On the iPad, Reeder is my default app for RSS feeds reading. It’s so beautiful, fast, feature rich and, at the same time, elegant I don’t see myself switching to another application anytime soon. But our job is to try new apps and keep you in the loop, right? So when I stumbled upon the preview page of this new iPad app – ReadSquare – I was very excited to try the app and I started waiting for it to show up in iTunes.
Last week, the app was released as free for a limited time. It’s available here for download. But while I was looking forward to see the app in action and whether it could deliver on what the developers promised (what actually got me interested in the first place), I now have to admit the execution is, sadly, very poor.
In the announcement post, the developers wrote:
ReadSquare finds articles and saves them to your iPad. It finds them in three types of account, providing three kinds of recommended articles:
Google Reader: All the articles from sites you already read regularly.
Twitter: Recommended articles from sites you don’t normally read.
Facebook: Interesting articles from friends in areas outside your normal interests.
We relate articles together based on keywords and source. You can read everything about a topic, or from a person or site.
Even though I didn’t really get what the app was supposed to do and how did their algorithm manage to find recommended articles, I was intrigued. The app looked a little too much similar to Reeder in my opinion (the sepia background color, the top bar, the glyphs), but I really wanted to see the features in action. I downloaded the final version of ReadSquare a couple of days ago, and I’m very disappointed by the results. Sure, the app is free and when something’s free you can’t complain about it, right? Maybe, but I was looking forward to this and it’s my job to write about the lack of stability, features and user-friendly approach ReadSquare sports. The app basically asks you to log in with your Twitter, Facebook or Google Reader credentials, otherwise nothing will be displayed. Ok. To find the actual section to add an account, you have to tap on the settings icon in the top right, a sidebar slides in and here you can add your credentials to the three services. No confirmation message is displayed when you’ve added one.
That’s when I started to realize the thing wasn’t working. I put my Twitter info in the app, I hit save, nothing happened. I tried again and nothing happened, there were no articles to be seen on screen. So I thought Twitter was having issues, and I went on with Google Reader. Google Reader worked. Oh, by the way: to dismiss the account sidebar you can’t tap again on the settings icon. You either have to tap on a small arrow next to “Accounts”, or hit another icon to dismiss the entire sidebar. But you can also tap on another icon to enable the grid view…which is enabled by default and nothing will happen. Navigation is not intuitive and, to me, feels like it’s broken. Also: if you tap on an item in the sidebar such as a tag or a source, the app will automatically adjust to close the sidebar – you’ll have to re-open it every single time. Who beta tested this?
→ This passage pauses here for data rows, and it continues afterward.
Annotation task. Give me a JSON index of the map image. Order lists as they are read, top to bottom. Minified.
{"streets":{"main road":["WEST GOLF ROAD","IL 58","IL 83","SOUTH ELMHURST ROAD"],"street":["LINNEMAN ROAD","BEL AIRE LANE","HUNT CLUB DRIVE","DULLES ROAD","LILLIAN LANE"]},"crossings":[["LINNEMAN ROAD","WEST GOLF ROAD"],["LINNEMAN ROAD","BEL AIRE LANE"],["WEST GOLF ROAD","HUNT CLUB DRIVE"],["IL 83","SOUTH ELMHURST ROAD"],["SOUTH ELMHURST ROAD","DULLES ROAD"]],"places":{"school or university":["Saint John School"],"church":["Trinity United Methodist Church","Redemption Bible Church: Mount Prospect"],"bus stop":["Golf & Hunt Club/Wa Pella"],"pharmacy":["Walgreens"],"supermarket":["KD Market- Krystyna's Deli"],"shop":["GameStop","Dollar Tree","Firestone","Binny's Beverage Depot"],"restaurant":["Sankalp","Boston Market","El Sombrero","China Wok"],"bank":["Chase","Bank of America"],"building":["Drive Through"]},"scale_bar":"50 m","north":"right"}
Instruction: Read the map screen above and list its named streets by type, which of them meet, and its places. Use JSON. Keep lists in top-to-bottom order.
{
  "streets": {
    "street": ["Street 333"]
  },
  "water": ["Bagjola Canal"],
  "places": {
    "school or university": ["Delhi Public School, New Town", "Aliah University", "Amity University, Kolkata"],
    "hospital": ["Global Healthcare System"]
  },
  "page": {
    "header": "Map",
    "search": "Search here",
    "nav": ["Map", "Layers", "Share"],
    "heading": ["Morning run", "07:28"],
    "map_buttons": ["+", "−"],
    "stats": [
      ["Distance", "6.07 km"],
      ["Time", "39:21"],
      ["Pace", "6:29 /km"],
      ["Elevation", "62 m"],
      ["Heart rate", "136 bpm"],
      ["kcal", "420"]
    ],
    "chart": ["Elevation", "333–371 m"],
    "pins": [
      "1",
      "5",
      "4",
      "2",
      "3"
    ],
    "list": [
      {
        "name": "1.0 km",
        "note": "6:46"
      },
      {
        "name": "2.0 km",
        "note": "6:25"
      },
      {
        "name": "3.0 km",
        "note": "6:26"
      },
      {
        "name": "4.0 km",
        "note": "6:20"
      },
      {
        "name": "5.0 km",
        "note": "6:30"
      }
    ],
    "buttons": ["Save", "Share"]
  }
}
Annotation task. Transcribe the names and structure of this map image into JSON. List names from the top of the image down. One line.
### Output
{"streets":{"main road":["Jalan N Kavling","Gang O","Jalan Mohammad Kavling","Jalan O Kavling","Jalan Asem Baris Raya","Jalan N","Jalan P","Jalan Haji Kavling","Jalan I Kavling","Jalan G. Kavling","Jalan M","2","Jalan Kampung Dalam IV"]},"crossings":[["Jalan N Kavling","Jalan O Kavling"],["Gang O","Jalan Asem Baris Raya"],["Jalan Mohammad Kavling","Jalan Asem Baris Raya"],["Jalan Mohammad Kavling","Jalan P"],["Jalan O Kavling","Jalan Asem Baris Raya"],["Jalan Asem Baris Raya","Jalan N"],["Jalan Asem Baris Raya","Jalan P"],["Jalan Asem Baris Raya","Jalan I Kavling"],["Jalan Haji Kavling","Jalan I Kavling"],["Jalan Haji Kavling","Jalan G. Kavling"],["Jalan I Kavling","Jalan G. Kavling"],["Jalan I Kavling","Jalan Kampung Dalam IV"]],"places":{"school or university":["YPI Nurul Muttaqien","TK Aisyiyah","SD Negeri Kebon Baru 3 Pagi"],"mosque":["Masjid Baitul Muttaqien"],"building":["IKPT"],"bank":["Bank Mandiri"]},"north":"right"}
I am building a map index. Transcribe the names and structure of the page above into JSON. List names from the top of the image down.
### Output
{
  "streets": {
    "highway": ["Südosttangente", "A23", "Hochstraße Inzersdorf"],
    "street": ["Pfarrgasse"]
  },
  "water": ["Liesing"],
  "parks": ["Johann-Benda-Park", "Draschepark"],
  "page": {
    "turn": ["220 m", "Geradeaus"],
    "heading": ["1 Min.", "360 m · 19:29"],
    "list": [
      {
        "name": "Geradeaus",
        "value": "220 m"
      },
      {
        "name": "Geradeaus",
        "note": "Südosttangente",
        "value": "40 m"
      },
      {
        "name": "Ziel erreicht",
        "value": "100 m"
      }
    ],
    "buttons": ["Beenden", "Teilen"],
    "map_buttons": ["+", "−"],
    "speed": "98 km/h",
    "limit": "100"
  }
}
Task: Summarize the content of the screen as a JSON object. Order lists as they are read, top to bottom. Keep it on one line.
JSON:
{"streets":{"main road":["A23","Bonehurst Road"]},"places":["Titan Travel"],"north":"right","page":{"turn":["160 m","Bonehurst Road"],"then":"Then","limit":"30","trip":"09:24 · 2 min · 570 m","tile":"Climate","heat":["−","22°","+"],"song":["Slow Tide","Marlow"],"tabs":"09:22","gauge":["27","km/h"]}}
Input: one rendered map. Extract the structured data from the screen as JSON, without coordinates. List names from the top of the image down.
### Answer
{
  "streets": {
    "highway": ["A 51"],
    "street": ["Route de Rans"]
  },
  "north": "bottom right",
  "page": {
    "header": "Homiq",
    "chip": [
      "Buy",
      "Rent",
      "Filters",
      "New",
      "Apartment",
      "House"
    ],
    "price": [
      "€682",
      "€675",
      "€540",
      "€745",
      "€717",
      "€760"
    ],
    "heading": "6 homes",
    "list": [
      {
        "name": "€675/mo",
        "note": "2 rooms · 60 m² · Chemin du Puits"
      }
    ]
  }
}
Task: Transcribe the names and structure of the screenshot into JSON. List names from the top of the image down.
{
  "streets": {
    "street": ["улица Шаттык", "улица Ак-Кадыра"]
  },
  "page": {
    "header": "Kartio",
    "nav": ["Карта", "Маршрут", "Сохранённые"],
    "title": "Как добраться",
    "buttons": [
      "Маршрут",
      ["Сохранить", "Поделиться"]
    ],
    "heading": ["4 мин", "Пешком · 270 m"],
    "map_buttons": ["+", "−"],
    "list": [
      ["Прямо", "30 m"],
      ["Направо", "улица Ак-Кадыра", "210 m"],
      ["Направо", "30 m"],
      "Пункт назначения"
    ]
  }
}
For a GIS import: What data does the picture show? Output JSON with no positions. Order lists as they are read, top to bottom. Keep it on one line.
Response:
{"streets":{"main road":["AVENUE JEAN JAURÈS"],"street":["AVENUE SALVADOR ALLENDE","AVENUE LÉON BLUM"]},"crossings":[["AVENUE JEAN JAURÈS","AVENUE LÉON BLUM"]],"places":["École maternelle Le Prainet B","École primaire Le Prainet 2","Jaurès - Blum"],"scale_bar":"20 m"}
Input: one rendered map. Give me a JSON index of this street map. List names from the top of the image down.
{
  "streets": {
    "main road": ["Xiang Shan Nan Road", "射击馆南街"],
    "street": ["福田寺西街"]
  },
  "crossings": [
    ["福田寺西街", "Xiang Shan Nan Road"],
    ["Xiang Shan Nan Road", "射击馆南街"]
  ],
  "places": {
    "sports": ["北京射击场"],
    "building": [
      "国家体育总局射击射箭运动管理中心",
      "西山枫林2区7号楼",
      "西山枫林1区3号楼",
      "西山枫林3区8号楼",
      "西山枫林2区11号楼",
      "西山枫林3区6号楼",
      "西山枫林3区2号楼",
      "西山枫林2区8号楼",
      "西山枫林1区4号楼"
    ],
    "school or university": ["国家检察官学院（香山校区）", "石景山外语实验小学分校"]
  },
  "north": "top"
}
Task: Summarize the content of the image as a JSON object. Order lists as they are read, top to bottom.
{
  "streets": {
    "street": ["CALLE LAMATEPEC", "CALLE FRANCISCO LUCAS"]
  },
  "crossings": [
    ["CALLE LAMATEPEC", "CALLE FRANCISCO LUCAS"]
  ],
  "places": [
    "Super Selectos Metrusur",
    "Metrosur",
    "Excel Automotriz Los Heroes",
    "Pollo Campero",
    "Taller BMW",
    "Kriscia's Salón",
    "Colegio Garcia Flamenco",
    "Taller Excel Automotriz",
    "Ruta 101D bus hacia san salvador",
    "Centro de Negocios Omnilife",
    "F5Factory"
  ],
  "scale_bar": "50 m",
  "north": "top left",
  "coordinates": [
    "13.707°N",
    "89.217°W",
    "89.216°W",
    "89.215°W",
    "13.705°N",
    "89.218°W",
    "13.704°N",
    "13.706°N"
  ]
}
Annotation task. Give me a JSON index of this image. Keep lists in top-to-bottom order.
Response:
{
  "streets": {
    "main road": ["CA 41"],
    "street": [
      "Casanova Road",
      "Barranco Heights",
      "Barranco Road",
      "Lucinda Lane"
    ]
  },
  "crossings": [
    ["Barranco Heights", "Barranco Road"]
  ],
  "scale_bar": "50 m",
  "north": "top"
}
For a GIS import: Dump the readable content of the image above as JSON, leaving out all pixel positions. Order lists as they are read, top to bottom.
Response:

Anyway, Twitter is still not working for me – and I doubt the problem is that I don’t have any recommended articles. With 700+ people sharing links all day, I guess there should be a way to find some material for me. Perhaps Twitter changed something on an API level, maybe the app really doesn’t work…I don’t know. It just doesn’t pull articles from Twitter. Where it works, though, is in Google Reader. The app successfully manages to retrieve stuff from Reader, but it’s weird because it doesn’t get all my unread or starred items, it doesn’t sync and it looks just random to me. For instance, I have the same articles sitting in there since yesterday morning, and I did hit the refresh button.
What happens with the actual articles is curious as well. You tap on a single articles and the full text slides in – very fancy. But here comes the mess again: there are some buttons above the article’s title I don’t really understand and are confusing at best. There’s a back button that doesn’t slide the post off again but acts on the sidebar – it doesn’t feel right. Then there are two more arrows to navigate back and forward, but if you go forward you can’t go back. Awesome. When you’re stuck in the article you’ve just gone forward to, you can’t tap on the former back button either as it won’t do anything. At this point you’re forced to tap on the icon to bring up the grid view or browse by tags in the sidebar which, you guessed it, will bring up another grid view containing posts with a specified tag. But who chose that tag? I don’t know. It’s magical.
Then, the UI. Whether it’s simple inspiration or something more than that, the app looks an awful lot like Reeder. I get it: Reeder is the best RSS app on the market and it’s an app many developers look up to. But getting inspired by its color schemes and overall feeling so much? I don’t know, but the similarity is in there. Users will notice it.
ReadSquare could have been great. If the developers had chosen the right beta testers and had paid more attention to important details like a simpler navigation, ReadSquare would have stood a chance against more popular apps. If the app had actually worked, this review would have been different.